Il Ministro dell’Interno Roberto Maroni martedì 26 luglio ha tenuto un’audizione davanti al Comitato d’Indagine sull’antisemitismo della Commissione affari costituzionale e affari esteri della Camera dei Deputati, sul problema della diffusione del pregiudizio e della discriminazione razziale attraverso i siti internet.
Per combattere questo fenomeno in crescita, secondo Maroni è necessaria una cooperazione a livello internazionale sul modello di quella messa in atto per i siti pedopornografici.
«La prevenzione e la repressione di ogni manifestazione di intolleranza, compresa quella antisemita – del resto – sono tra gli obiettivi prioritari del Ministero dell’Interno», ha sottolineato Maroni davanti al Comitato, al quale ha fornito una serie di dati: il numero di denunciati per episodi di antisemitismo – 1 nel 2009, 9 nel 2010, 1 nel primo quadrimestre 2011. Gli episodi di violenza, come per esempio gli atti vandalici nei cimiteri, pur se non da sottovalutare, ha detto, «sono poca cosa in Italia rispetto ad altri Paesi», anche grazie al «controllo sul territorio effettuato tramite le prefetture e i Consigli provinciali per l’ordine e la sicurezza pubblica – sensibilizzati sul tema – e la Digos con al sua attenta attività info-investigativa».
A differenza di altri paesi europei l’Italia «non deve fare i conti con frequenti episodi di intolleranza antiebraica o contro lo stato d’Israele» ha spiegato Maroni. Certo, ha aggiunto «nel Web proliferano siti e blog che alimentano spesso fra le giovani generazioni vecchi luoghi comuni, ma il nostro Paese ha anticorpi robusti per respingere inaccettabili forme di intolleranza».
In prima linea contro questo fenomeno c’è senz’altro la Polizia postale che ha rilevato un trend in crescita del numero dei siti web segnalati per antisemitismo e discriminazione razziale: 836 nel 2008, 1.048 nel 2009, 1.176 nel 2010, 581 nel primo semestre del 2011.

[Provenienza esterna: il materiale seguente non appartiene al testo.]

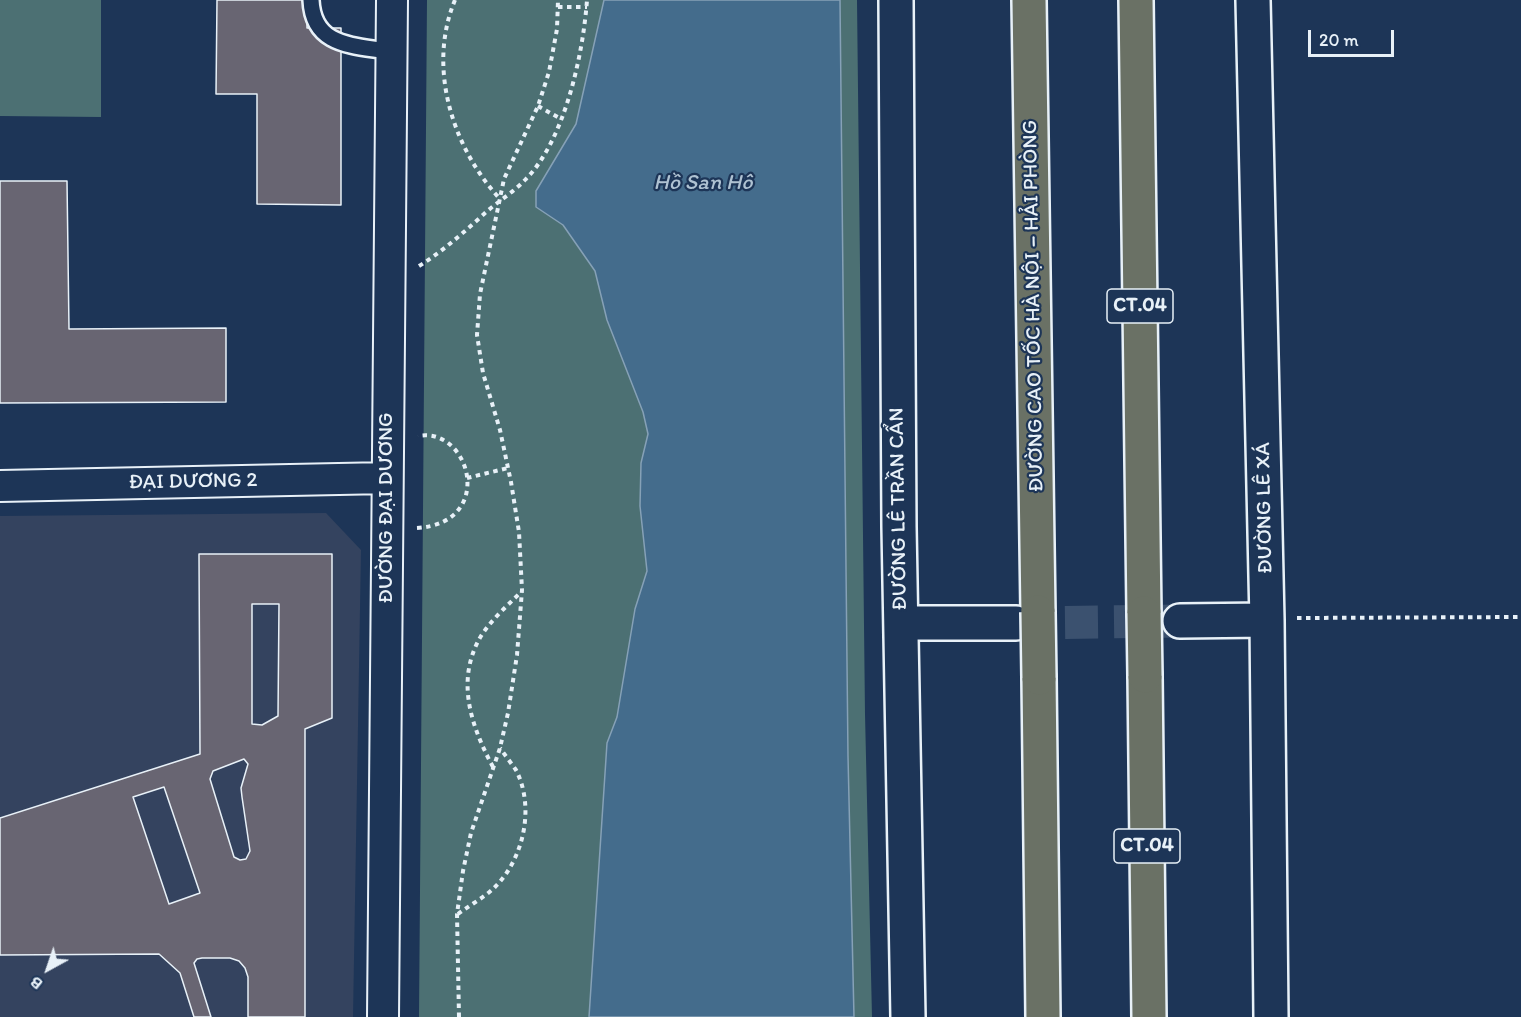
<!DOCTYPE html>
<meta charset="utf-8">
<style>
body{margin:0}
#map{position:relative;width:1521px;height:1017px;overflow:hidden;background:#1d3557;font-family:Itim,sans-serif}
canvas{display:block}
.north{position:absolute;left:18px;top:939px;width:60px;height:60px;-webkit-text-stroke:4px #1d3557;paint-order:stroke;rotate:220deg;font-size:16px;font-weight:700;line-height:24px;text-align:center;color:#e8f1f8}
.north::after{content:'';display:block;margin:auto;width:21px;height:27px;background:#e8f1f8;clip-path:polygon(50% 0,100% 100%,50% 72%,0 100%)}
.scale{position:absolute;left:1308px;top:30px;width:86px;height:27px;box-sizing:border-box;border:3px solid #e8f1f8;border-top:0;padding-left:8px;font-size:18px;line-height:21px;white-space:nowrap;color:#e8f1f8;-webkit-text-stroke:4px #1d3557;paint-order:stroke}
</style>
<div id="map">
<canvas width="1521" height="1017"></canvas>
<div class="north">B</div>
<div class="scale">20 m</div>
</div>
<script>
const ctx = document.querySelector('canvas').getContext('2d');
ctx.lineJoin = 'round';
function fill(path, color) { ctx.fillStyle = color; ctx.fill(path, 'evenodd'); }
function trace(path, color, width, dash) { ctx.strokeStyle = color; ctx.lineWidth = width; ctx.lineCap = dash ? 'butt' : 'round'; ctx.setLineDash(dash || []); ctx.stroke(path); }
function drawText(font, color, halo, rows, align = 'center') {
  ctx.font = font + ' Itim,sans-serif'; ctx.lineWidth = 4.5; ctx.setLineDash([]); ctx.textBaseline = 'middle'; ctx.strokeStyle = halo; ctx.fillStyle = color; for (const [text, x, y, turn = 0] of rows) {
    ctx.save(); ctx.translate(x, y); ctx.rotate((+turn || 0) * Math.PI / 180); ctx.textAlign = isNaN(turn) ? turn : align; if (halo) ctx.strokeText(text, 0, 0); ctx.fillText(text, 0, 0); ctx.restore();
  }
}
fill(new Path2D(`
 M326 513 361 550 353 1017H0V516Z`), '#34435f');
fill(new Path2D(`
 M0 0H101V117L0 116Z
 M427 0H857L865 714 872 1017H419Z`), '#4c7073');
const water = new Path2D(`
 M604 0H840L848 756 854 1017H589L607 743 617 717 635 609 647 571 640 506 641 463 648 434 643 412 607 320 595 271 563 225 536 207V191L576 124Z`);
fill(water, '#446c8c');
trace(water, '#86a1b7', 1.5);
const building = new Path2D(`
 M217 0H307V28H341V205L257 204V94H216Z
 M0 181H67L69 329 226 328V402L0 403Z
 M199 554H332V718L305 729V1017H248V977L245 968 239 961 230 958H202L197 959 194 963 211 1017H194L180 973 159 954 0 955V818L200 754ZM252 604H279L278 716 262 725 252 724ZM244 759 248 764 241 788 242 797 250 851 246 859 240 860 234 857 210 779 213 771ZM164 787 200 893 169 904 133 797Z`);
fill(building, '#686572');
trace(building, '#e8f1f8', 1.5);
trace(new Path2D(`
 M1016 623 1180 621`), '#3b516f', 33, [33, 16]);
const lane = new Path2D(`
 M311 0C313 48 355 45 392 52`);
const street = new Path2D(`
 M0 486 387 478
 M383 1017 392 0`);
const secondary = new Path2D(`
 M896 0 899 527 908 1017
 M1253 0 1267 620 1271 1017
 M1180 621 1267 620
 M901 623H1016`);
const highway = new Path2D(`
 M1029 0 1038 612
 M1136 0 1144 613
 M1145 676 1149 1017
 M1039 678 1043 1017`);
trace(lane, '#e8f1f8', 20);
trace(street, '#e8f1f8', 34);
trace(secondary, '#e8f1f8', 38);
trace(highway, '#e8f1f8', 38);
trace(new Path2D(`
 M455 0C427 67 452 147 500 199
 M558 7H587
 M538 106 561 119
 M419 266C443 251 463 233 484 214 497 202 514 192 526 179 565 139 583 55 587 0
 M467 478 508 468
 M417 528C497 523 470 426 418 436
 M1297 618 1521 617
 M493 767C471 726 455 680 481 636 492 619 508 605 522 591
 M458 914C470 905 485 897 495 887 524 858 535 807 516 770 511 763 505 755 500 748
 M459 1017 457 914 463 871 471 833 500 748 508 713 517 655 522 590 519 532 511 482 500 430 483 373 477 335 480 294 504 179 538 106 549 72 557 29 558 0`), '#e8f1f8', 4, [4.5, 4.5]);
trace(lane, '#1d3557', 15);
trace(street, '#1d3557', 30);
trace(secondary, '#1d3557', 33);
trace(highway, '#6a7165', 33);
const highwayBridge = new Path2D(`
 M1038 612 1039 678
 M1144 613 1145 676`);
trace(highwayBridge, '#e8f1f8', 38, []);
trace(highwayBridge, '#6a7165', 33);
for (const [x, y, w] of [
 [1140,306,66],
 [1147,846,66]
]) { const box = new Path2D(); box.roundRect(x - w / 2, y - 17, w, 34, 4.5); ctx.fillStyle = '#1d3557'; ctx.fill(box); trace(box, '#e8f1f8', 1.5); }
drawText('bold 20px', '#e8f1f8', null, [
 ["CT.04",1140,306],
 ["CT.04",1147,846]
]);
drawText('21px', '#e8f1f8', '#1d3557', [
 ["ĐƯỜNG CAO TỐC HÀ NỘI – HẢI PHÒNG",1034,306,-91],
 ["ĐẠI DƯƠNG 2",193,482,-1],
 ["ĐƯỜNG ĐẠI DƯƠNG",387,508,-90],
 ["ĐƯỜNG LÊ XÁ",1265,508,-91],
 ["ĐƯỜNG LÊ TRẦN CẨN",899,509,-91]
]);
drawText('italic 22px', '#afc2d2', '#1d3557', [
 ["Hồ San Hô",703,183]
]);
</script>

In Italia, ha proseguito il ministro nell’intervento conclusivo, «monitoriamo migliaia di siti ogni anno ma il problema è che spesso non possiamo oscurarli». Per questa operazione infatti è necessario la collaborazione e l’intervento dei gestori telefonici, che però, non di rado, si trovano all’estero e dunque non sono perseguibili dalla polizia postale italiana. A questo si aggiunge il fatto che, a differenza di quanto accade per altri reati informatici – la pedopornografia o il furto di dati on line – nel caso della diffusione via web di ideologie antisemite o discriminatorie, la Polizia postale può intervenire solo dopo la segnalazione dei casi all’autorità giudiziaria e alla loro identificazione come reati. Ad oggi, osserva Maroni, questa triangolazione “è l’unica possibile” – con tutte le lentezze e incertezze che si possono immaginare. Ritiene necessario un comportamento uniforme e perseguibile da parte di tutti gli Stati dell’Unione europea e per questo, a nome del governo, si è detto favorevole alla sottoscrizione di un protocollo addizionale alla Convenzione di Budapest sul cybercrime.